Arkansas’ plan to execute eight men by the end of the month appeared to unravel Friday, with a judge blocking the use of a lethal injection drug and the state’s highest court granting a stay to one of the first inmates who had been scheduled to die.

 

Pulaski County Circuit Judge Wendell Griffen issued a temporary restraining order blocking the state from using its supply of vecuronium bromide after a company said it had sold the drug to the state for medical purposes, not capital punishment. Griffen scheduled a hearing Tuesday, the day after the first execution was scheduled.

Halted for now

 

Griffen’s order effectively halts the executions, which had dropped to six after Friday’s state Supreme Court order blocking one execution and a federal judge halting another last week, unless it’s reversed or the state finds a new supply of the drug.

 

Arkansas, which has not executed an inmate since 2005 because of drug shortages and legal challenges, had initially planned to execute eight before the end of April, when its supply of midazolam expires.

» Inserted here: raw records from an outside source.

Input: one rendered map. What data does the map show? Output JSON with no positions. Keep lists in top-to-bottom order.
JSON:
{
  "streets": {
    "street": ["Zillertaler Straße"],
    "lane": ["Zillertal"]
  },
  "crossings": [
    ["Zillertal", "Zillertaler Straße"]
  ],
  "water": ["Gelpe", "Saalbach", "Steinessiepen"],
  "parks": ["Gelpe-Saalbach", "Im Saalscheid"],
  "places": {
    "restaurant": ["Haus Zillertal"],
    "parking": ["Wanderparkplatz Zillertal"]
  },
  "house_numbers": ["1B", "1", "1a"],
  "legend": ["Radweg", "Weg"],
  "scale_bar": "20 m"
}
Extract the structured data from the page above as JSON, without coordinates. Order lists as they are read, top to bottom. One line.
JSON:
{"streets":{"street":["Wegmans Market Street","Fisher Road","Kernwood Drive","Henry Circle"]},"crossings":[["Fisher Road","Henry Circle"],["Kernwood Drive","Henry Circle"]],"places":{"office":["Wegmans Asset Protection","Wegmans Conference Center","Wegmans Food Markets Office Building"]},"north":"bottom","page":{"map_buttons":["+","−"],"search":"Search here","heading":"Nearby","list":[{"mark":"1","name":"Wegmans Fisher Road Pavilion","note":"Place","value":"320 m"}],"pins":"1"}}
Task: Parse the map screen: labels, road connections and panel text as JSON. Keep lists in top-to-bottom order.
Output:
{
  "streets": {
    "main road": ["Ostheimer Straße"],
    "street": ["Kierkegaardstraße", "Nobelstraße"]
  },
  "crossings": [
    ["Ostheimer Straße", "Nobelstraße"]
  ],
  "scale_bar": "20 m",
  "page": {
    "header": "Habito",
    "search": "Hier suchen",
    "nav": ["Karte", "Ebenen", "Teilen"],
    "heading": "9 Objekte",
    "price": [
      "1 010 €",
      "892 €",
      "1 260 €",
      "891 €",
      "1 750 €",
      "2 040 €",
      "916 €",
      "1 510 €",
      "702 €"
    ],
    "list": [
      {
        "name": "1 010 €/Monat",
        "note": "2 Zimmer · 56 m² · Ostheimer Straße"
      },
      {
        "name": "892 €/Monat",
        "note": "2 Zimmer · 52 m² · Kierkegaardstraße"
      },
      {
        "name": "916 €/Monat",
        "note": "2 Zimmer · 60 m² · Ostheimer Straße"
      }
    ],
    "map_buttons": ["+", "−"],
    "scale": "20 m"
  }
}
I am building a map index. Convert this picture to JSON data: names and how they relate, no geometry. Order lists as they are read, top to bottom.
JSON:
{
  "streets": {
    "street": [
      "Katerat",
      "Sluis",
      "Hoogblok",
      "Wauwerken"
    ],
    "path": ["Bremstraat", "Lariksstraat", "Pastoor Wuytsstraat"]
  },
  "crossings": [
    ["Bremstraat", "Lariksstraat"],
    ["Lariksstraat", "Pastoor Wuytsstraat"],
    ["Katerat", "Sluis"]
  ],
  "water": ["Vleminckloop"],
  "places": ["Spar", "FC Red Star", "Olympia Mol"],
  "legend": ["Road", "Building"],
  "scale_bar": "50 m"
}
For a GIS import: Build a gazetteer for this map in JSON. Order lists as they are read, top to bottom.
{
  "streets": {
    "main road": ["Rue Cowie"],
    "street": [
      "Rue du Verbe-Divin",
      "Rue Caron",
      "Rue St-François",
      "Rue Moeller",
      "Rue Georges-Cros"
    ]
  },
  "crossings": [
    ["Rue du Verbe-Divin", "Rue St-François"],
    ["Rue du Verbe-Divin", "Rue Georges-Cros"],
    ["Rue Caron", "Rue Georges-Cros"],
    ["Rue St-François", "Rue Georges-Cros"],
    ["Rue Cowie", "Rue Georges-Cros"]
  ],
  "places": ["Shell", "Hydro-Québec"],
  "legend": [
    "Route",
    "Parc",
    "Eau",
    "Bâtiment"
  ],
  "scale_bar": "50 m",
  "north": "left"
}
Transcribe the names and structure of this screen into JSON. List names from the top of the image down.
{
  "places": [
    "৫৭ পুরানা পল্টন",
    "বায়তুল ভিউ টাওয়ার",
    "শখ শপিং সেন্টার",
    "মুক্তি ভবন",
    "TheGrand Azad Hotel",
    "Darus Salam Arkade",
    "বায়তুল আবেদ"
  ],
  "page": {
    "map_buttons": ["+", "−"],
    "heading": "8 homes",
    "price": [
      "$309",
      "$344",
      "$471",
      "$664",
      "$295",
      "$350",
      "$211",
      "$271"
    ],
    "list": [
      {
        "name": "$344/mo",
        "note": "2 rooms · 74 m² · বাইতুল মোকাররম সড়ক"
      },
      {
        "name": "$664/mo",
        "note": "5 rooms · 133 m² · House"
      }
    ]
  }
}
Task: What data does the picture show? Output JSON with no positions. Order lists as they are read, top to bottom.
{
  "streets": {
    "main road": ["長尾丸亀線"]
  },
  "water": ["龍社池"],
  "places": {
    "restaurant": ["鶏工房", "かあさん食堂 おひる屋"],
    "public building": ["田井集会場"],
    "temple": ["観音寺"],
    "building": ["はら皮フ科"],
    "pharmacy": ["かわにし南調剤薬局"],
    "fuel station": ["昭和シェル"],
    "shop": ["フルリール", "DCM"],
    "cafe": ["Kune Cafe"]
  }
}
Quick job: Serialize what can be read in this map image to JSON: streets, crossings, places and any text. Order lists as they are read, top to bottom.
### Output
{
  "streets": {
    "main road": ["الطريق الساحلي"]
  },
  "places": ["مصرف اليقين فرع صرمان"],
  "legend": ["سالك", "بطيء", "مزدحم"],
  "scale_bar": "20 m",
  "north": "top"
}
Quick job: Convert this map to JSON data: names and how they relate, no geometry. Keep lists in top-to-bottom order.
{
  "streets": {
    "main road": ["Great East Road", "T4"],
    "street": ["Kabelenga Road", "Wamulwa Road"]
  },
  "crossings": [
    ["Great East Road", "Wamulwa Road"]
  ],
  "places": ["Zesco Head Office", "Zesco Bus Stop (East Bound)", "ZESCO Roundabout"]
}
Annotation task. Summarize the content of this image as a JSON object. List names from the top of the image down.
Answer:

That plan, if carried out, would have marked the most inmates executed by a state in such a short period since the U.S. Supreme Court reinstated the death penalty in 1976.

 

Attorney General Leslie Rutledge’s office said she planned to file an emergency request with the state Supreme Court to vacate Griffen’s order, saying Griffen shouldn’t handle the case. Local media outlets had tweeted photos and video of Griffen appearing to mimic an inmate strapped to a gurney at an anti-death penalty demonstration outside the Governor’s Mansion Friday afternoon.

One stay issued

 

The order came the same day justices issued a stay for Bruce Ward, who was scheduled to be put to death Monday night for the 1989 death of a woman found strangled in the men’s room of the Little Rock convenience store where she worked. Attorneys asked for the stay after a Jefferson County judge said she didn’t have the authority to halt Ward’s execution. Ward’s attorneys have argued he is a diagnosed schizophrenic with no rational understanding of his impending execution.

 

U.S. District Judge Kristine Baker is also considering the inmates’ arguments that such a compressed schedule could lead to undue pain and suffering. Baker had not ruled by Friday evening. Arkansas scheduled the executions to take place before its supply of midazolam expires at the end of the month.

 

McKesson said it had requested Arkansas return its supply of vecuronium bromide after the San Francisco-based company learned it would be used in executions. The firm said Thursday night the state had assured it would return the drug and the company had even issued a refund, but it never was given back. 

Under Arkansas’ protocol, midazolam is used to sedate the inmate, vecuronium bromide then stops the inmate’s breathing and potassium chloride stops the heart.

Companies don’t want their drugs used

 

Baker is also considering a request from two pharmaceutical companies that their products not be used for capital punishment. Fresenius Kabi USA and West-Ward Pharmaceuticals Corp. filed a court brief Thursday asking the court to prohibit Arkansas from using their drugs.

 

Arkansas’ execution timeline drew condemnation from hundreds of death penalty opponents who rallied at the Capitol waving signs including a large banner that read, “We remember the victims … But not with more killing.” 

The rally was headlined by actor Johnny Depp and Damien Echols, who spent nearly 18 years on Arkansas’ death row before he and two other men, known as the West Memphis Three, were freed in 2011 in a plea deal in which they maintained their innocence.

 

“I didn’t want to come back, but when I heard about the conveyor belt of death that the politicians were trying to set in motion, I guess I knew I wouldn’t be able to live with myself if I didn’t come back and try to do something,” said Echols, who now lives in New York.